Analysis of the genome of two different STs of Blastocystis sp. has allowed prediction of genes and proteins (Denoeud et al. 2011) that may be associated with the organism’s pathogenic potential. Nevertheless, a lack of knowledge of the basic life cycle and metabolic function of the parasite remains a major limitation to exploiting the use of animal models and in vitro systems to further explore the clinical significance and therapeutic options for the control of this organism.
Studies utilising light microscopy, transmission (TEM), scanning (SEM) and freeze-etch (FE-EM) electron microscopy have described multiple forms of the Blastocystis organism, including vacuolated (VF), granular (GF), amoebic (AF) and cystic (CF) forms (Fig. 1). The relationship of these different forms to each other is unclear (Tan 2008), although it is certain that the robust cystic form transmits infection (Moe et al. 1997).
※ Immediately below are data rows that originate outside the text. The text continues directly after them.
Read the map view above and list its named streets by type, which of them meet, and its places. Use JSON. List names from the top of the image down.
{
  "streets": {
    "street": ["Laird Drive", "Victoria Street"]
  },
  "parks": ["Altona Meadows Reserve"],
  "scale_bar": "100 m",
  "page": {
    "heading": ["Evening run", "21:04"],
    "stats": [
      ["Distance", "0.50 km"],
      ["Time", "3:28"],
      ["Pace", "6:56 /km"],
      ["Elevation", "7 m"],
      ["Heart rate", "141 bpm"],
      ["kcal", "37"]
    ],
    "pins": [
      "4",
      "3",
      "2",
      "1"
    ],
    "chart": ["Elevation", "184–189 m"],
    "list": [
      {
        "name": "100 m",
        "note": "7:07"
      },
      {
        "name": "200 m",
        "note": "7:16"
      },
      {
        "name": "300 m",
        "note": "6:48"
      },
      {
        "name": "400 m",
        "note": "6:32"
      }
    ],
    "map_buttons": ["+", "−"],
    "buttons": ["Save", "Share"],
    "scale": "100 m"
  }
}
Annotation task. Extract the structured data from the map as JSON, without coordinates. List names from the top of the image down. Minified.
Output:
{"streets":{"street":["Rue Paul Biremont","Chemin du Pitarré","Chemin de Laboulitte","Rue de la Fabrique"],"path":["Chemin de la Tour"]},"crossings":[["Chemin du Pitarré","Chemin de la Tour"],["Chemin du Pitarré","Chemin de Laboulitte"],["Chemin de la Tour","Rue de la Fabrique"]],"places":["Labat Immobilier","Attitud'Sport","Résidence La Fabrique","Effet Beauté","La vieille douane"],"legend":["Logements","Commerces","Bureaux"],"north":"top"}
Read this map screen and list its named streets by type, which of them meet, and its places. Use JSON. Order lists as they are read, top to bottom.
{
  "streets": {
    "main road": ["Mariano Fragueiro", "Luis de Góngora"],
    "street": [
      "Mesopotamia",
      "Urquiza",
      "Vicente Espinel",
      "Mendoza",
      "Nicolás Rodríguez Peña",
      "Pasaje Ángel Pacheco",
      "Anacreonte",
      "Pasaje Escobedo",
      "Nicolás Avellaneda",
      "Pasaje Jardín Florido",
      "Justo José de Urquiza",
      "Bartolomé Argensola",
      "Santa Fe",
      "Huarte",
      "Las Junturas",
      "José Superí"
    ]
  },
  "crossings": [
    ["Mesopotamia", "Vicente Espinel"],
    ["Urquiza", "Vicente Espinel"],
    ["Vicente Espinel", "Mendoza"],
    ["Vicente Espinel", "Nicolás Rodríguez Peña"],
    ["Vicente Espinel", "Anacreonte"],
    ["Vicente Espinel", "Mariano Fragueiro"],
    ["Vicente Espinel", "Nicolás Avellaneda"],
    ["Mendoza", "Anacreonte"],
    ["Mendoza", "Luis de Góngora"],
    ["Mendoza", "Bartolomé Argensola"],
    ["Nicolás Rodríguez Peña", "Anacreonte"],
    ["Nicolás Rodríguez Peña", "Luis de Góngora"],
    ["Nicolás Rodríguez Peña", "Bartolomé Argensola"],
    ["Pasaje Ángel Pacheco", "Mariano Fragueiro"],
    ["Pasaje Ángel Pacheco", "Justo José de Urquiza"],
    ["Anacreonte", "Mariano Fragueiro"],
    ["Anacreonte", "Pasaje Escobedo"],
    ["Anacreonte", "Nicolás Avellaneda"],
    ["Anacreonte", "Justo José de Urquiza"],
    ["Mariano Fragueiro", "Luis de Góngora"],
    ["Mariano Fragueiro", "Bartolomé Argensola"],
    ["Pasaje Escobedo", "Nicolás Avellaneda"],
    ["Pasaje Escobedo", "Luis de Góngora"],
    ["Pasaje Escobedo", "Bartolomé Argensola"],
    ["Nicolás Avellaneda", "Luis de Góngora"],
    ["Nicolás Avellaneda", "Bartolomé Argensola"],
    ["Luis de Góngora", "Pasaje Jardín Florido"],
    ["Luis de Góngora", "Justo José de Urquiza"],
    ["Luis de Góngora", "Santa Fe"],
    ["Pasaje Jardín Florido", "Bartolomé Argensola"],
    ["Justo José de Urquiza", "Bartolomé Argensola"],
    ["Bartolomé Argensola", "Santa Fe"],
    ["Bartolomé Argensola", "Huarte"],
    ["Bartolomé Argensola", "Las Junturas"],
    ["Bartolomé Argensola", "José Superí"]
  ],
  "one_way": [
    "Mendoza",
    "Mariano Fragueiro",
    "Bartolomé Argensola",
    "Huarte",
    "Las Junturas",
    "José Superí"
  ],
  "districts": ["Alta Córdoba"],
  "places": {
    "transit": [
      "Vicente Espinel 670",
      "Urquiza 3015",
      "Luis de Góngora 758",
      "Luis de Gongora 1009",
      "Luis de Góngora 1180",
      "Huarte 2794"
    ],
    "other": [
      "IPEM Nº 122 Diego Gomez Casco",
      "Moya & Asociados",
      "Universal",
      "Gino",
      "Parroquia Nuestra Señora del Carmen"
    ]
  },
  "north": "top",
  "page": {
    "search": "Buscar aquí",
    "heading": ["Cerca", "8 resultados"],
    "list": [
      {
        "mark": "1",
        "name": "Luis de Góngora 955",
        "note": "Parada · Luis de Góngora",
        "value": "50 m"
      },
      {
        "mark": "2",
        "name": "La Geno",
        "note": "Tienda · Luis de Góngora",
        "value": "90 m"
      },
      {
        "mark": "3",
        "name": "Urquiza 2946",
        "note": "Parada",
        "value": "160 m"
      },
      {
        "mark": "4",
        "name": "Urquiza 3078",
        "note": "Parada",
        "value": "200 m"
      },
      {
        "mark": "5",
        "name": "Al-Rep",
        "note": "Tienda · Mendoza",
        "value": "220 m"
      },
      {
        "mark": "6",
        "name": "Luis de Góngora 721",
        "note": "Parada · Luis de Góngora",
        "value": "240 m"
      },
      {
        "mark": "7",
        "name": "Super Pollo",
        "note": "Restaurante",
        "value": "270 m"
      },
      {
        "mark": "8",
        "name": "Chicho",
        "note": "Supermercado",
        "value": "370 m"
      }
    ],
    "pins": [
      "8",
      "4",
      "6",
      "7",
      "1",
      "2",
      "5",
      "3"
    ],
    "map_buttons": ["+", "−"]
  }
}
Microscopic images have often been obtained from attenuated or axenic cultures. These elegant studies have been useful in describing the intricate ultrastructure and surface morphology of the various forms of Blastocystis spp., but their limitation is that they capture still images of a dead organism separated from the usual microbial environment. In this study, we employed deconvolutional microscopy of xenic cultures of living Blastocystis sp. to obtain time-lapse and three-dimensional images of the Blastocystis organisms. This microscope also has the capability to record fluorescence in various light spectra facilitating utilisation of Blastocystis-specific fluorescent antibodies and fluorescent double-stranded deoxyribonucleic acid (DNA) stain, 4′,6-diamidino-2-phenylindole (DAPI) (Sigma-Aldrich, Australia).
Materials and methods
Sample preparation
Fresh faecal specimens were obtained from irritable bowel syndrome patients positive for Blastocystis carriage and from pigs at the University of Queensland (UQ) Gatton Campus piggery, obtained in accordance with University of Queensland Medical and Animal Ethics Committee approvals numbers 2011000454 and 2012000069, respectively. Ten grams of faeces was subcultured aerobically for 24–48 h in Jones medium (Jones 1946) supplemented with 10 % heat-inactivated horse serum. The sediment at the interface between the basal residue in the test tube and the liquid medium was removed for microscopic analysis.
Slide preparation
Fifteen microliters of fresh sediment was mixed gently with 10 μL phosphate-buffered saline and placed on a glass slide. The edges of the slide cover were sealed to prevent air entry to the specimen. An inverted slide was placed into a Deltavision Elite deconvolution microscope (Applied Precision, GE Healthcare, Berthold Australia, Bundoora, Victoria, Australia) and examined with polarised light and with fluorescent filters. Four different filters that allowed excitation and emission ranges from 350 to 700 nm, including DAPI, fluorescein isothiocyanate (FITC), tetramethylrhodamine (TRITC) and cyanine 5 (Cy5) spectroscopy ranges were used for examination. The images were magnified 20 times or 40–60 times with oil immersion and repeated images were taken at cross sections through the specimen or at different time intervals. Time-lapse microscopy was performed over 24 h with images taken every 15 min. The environmental chamber was maintained at 37 °C throughout the microscopy session.
Antibody staining
FITC-conjugated Blastocystis-specific polyclonal antibody raised against axenic ST3 (Blastofluor®; Antibodies Inc., David, CA, USA) was also used to assess the specimens. Two hundred microliters of sediment was incubated with 5 μL of Blastofluor® for 30 min at 37 °C. Staining of double-stranded DNA with DAPI was performed by adding 2 μL of stock solution of DAPI (0.5 μg DAPI in 1 mL PBS) to the prepared microscopy slide and gently mixed before incubating in the dark for 10 min.
Results and discussion
Auto- and immunofluorescence
Autofluorescence was observed in VF, GF and AF and the CF (Fig. 2) of Blastocystis cells. The autofluorescence was greatest in the TRITC excitation/emission light spectra (557/576-nM) and appeared to be brightest in the central vacuole, with spots of light emission observed at the surface of the organism. The autofluorescence faded with time and appeared to be optimal in fresh VF forms, CF and least in AF. The autofluorescence was distracting but could be distinguished from the Blastofluor® stain in the VF and GF. The Blastofluor® stained the external cell membrane of VF, GF but not the AF (Fig. 3) and was brightest using the FITC (495/515-nm) light spectrum. The Blastofluor® stain could not be reliably differentiated from the strong autofluorescence seen in the CF. The Blastofluor® antibody stained the VF and GF of STs 1, 3 and 4 specimens but did not stain these forms in ST5 pig samples. DAPI staining of VF stained the nuclei on opposite poles of the central vacuole a dense bright blue.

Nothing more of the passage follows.